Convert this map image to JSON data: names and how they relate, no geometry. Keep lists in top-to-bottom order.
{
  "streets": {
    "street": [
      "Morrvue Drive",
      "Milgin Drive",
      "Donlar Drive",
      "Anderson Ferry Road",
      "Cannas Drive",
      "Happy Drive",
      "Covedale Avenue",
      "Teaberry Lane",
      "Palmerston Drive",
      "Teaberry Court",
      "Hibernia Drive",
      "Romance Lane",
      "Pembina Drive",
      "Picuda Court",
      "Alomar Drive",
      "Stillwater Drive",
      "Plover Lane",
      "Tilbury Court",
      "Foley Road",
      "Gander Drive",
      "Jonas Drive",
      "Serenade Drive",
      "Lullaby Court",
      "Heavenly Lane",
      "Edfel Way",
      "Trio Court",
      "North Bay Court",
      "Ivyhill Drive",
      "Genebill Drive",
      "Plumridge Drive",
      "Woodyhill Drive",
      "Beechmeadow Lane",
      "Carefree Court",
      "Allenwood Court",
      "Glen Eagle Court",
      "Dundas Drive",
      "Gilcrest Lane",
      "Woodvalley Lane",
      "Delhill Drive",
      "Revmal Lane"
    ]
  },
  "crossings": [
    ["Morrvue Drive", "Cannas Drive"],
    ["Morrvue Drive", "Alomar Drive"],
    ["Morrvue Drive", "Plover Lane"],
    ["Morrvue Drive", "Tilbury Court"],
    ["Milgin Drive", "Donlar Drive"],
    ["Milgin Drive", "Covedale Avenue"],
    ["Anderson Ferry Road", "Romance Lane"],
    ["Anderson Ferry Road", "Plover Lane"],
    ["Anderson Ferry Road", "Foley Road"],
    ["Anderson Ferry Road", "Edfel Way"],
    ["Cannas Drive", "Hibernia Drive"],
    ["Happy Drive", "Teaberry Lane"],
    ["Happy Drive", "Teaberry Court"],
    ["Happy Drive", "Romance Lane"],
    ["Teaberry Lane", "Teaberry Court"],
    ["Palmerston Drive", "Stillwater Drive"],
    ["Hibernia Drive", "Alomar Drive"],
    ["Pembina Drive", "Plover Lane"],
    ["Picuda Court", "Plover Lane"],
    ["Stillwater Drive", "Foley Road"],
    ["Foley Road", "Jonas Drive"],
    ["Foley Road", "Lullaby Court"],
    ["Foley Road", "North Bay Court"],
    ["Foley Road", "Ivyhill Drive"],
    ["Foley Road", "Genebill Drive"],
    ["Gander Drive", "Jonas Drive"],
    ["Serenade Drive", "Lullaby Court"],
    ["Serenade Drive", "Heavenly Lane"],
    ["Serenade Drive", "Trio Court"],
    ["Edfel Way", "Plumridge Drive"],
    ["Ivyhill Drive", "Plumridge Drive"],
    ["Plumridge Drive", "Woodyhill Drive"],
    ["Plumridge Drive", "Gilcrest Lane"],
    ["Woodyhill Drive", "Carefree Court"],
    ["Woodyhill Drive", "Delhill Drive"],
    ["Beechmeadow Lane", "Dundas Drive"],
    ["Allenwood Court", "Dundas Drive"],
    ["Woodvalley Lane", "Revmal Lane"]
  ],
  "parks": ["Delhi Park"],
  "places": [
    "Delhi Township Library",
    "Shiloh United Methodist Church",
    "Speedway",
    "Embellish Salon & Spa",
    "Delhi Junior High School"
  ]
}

* **How to complete this task**: Transcribe the records in full, so that each line reads exactly as before.

* **Answer for the task**:
Convert this map image to JSON data: names and how they relate, no geometry. Keep lists in top-to-bottom order.
{
  "streets": {
    "street": [
      "Morrvue Drive",
      "Milgin Drive",
      "Donlar Drive",
      "Anderson Ferry Road",
      "Cannas Drive",
      "Happy Drive",
      "Covedale Avenue",
      "Teaberry Lane",
      "Palmerston Drive",
      "Teaberry Court",
      "Hibernia Drive",
      "Romance Lane",
      "Pembina Drive",
      "Picuda Court",
      "Alomar Drive",
      "Stillwater Drive",
      "Plover Lane",
      "Tilbury Court",
      "Foley Road",
      "Gander Drive",
      "Jonas Drive",
      "Serenade Drive",
      "Lullaby Court",
      "Heavenly Lane",
      "Edfel Way",
      "Trio Court",
      "North Bay Court",
      "Ivyhill Drive",
      "Genebill Drive",
      "Plumridge Drive",
      "Woodyhill Drive",
      "Beechmeadow Lane",
      "Carefree Court",
      "Allenwood Court",
      "Glen Eagle Court",
      "Dundas Drive",
      "Gilcrest Lane",
      "Woodvalley Lane",
      "Delhill Drive",
      "Revmal Lane"
    ]
  },
  "crossings": [
    ["Morrvue Drive", "Cannas Drive"],
    ["Morrvue Drive", "Alomar Drive"],
    ["Morrvue Drive", "Plover Lane"],
    ["Morrvue Drive", "Tilbury Court"],
    ["Milgin Drive", "Donlar Drive"],
    ["Milgin Drive", "Covedale Avenue"],
    ["Anderson Ferry Road", "Romance Lane"],
    ["Anderson Ferry Road", "Plover Lane"],
    ["Anderson Ferry Road", "Foley Road"],
    ["Anderson Ferry Road", "Edfel Way"],
    ["Cannas Drive", "Hibernia Drive"],
    ["Happy Drive", "Teaberry Lane"],
    ["Happy Drive", "Teaberry Court"],
    ["Happy Drive", "Romance Lane"],
    ["Teaberry Lane", "Teaberry Court"],
    ["Palmerston Drive", "Stillwater Drive"],
    ["Hibernia Drive", "Alomar Drive"],
    ["Pembina Drive", "Plover Lane"],
    ["Picuda Court", "Plover Lane"],
    ["Stillwater Drive", "Foley Road"],
    ["Foley Road", "Jonas Drive"],
    ["Foley Road", "Lullaby Court"],
    ["Foley Road", "North Bay Court"],
    ["Foley Road", "Ivyhill Drive"],
    ["Foley Road", "Genebill Drive"],
    ["Gander Drive", "Jonas Drive"],
    ["Serenade Drive", "Lullaby Court"],
    ["Serenade Drive", "Heavenly Lane"],
    ["Serenade Drive", "Trio Court"],
    ["Edfel Way", "Plumridge Drive"],
    ["Ivyhill Drive", "Plumridge Drive"],
    ["Plumridge Drive", "Woodyhill Drive"],
    ["Plumridge Drive", "Gilcrest Lane"],
    ["Woodyhill Drive", "Carefree Court"],
    ["Woodyhill Drive", "Delhill Drive"],
    ["Beechmeadow Lane", "Dundas Drive"],
    ["Allenwood Court", "Dundas Drive"],
    ["Woodvalley Lane", "Revmal Lane"]
  ],
  "parks": ["Delhi Park"],
  "places": [
    "Delhi Township Library",
    "Shiloh United Methodist Church",
    "Speedway",
    "Embellish Salon & Spa",
    "Delhi Junior High School"
  ]
}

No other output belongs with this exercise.